Some of the most critical points include:_

 _> Lack of support for multiple package version, or “dependency hell”. Say,
when the latest mpv requires a new ffmpeg, but upgrading ffmpeg breaks most
other programs relying on it, we are stuck we dilemma: either we break some
packages or we stick to older versions of other packages. Worse, a program
could end up not being packaged or support by the OS at all. This issue is
inherent to most distributions which can simply not provide the guarantee to
fulfill their primary objective: package any program._

I disagree. Having multiple versions of a package means having _old_ versions
of a package, and that's something most users should not be messing with
because they are not in a position to track and backport security fixes.

It's always undesirable to have to a dependency on an old, probably
unsupported version of a library. The distributions that do it have a
correspondingly huge maintenance burden. One of the advantages (from my point
of view) of a lighter rolling distribution like Arch is that because all the
software on the system is expected to be compatible with a library version
that is upstream-supported, there is significantly less maintenance work to be
done. Note that this is compatible with, say, packaging both GTK2 and GTK3
programs, since both of those are supported upstream. The OS is perfectly
_compatible_ with shipping multiple versions of a library, but Arch sensibly
(IMO) chooses not to do so by default.

One way to quickly experience the pain points of the OP's way of doing things
is to try to use or distribute software written in a language with a "modern"
build tool like npm or cargo.

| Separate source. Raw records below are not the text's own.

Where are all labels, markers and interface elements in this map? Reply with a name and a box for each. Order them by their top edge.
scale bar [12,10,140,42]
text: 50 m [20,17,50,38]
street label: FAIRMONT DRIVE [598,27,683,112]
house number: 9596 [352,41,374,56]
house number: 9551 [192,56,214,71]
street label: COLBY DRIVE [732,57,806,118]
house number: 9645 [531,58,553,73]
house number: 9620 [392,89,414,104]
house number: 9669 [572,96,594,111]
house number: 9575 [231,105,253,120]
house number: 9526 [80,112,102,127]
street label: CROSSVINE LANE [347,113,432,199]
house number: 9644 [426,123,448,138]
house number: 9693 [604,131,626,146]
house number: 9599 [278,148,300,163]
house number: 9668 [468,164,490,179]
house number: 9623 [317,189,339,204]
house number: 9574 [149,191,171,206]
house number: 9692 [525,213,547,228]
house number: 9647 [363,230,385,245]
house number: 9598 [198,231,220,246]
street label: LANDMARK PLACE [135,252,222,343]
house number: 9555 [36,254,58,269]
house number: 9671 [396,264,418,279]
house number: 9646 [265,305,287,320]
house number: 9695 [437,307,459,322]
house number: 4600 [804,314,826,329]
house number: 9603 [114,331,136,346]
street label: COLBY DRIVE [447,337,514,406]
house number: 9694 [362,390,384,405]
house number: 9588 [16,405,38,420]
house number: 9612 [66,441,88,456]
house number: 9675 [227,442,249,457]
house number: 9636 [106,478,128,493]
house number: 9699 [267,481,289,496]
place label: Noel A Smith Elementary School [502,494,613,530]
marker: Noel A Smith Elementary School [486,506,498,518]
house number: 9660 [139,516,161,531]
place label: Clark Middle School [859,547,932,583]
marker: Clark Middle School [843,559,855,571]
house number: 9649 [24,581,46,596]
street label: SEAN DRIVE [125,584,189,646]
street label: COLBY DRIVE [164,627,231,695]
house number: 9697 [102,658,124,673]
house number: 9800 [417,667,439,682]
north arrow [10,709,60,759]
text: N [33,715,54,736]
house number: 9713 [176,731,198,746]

These systems implicitly encourage hardcoding a
single version (or a small set of versions) as dependencies, and the
convenience of this means that many developers rarely update the list even if
the new library versions are fully compatible with their code. So as the user
building the software, or someone who wants to distribute it, you can either
run with libraries that have known vulnerabilities, or you can update the
libraries yourself and run an unsupported configuration, hoping you don't
break anything in the process. A more reasonable position is that it is a
_bug_ if your program crashes with the latest version of a library.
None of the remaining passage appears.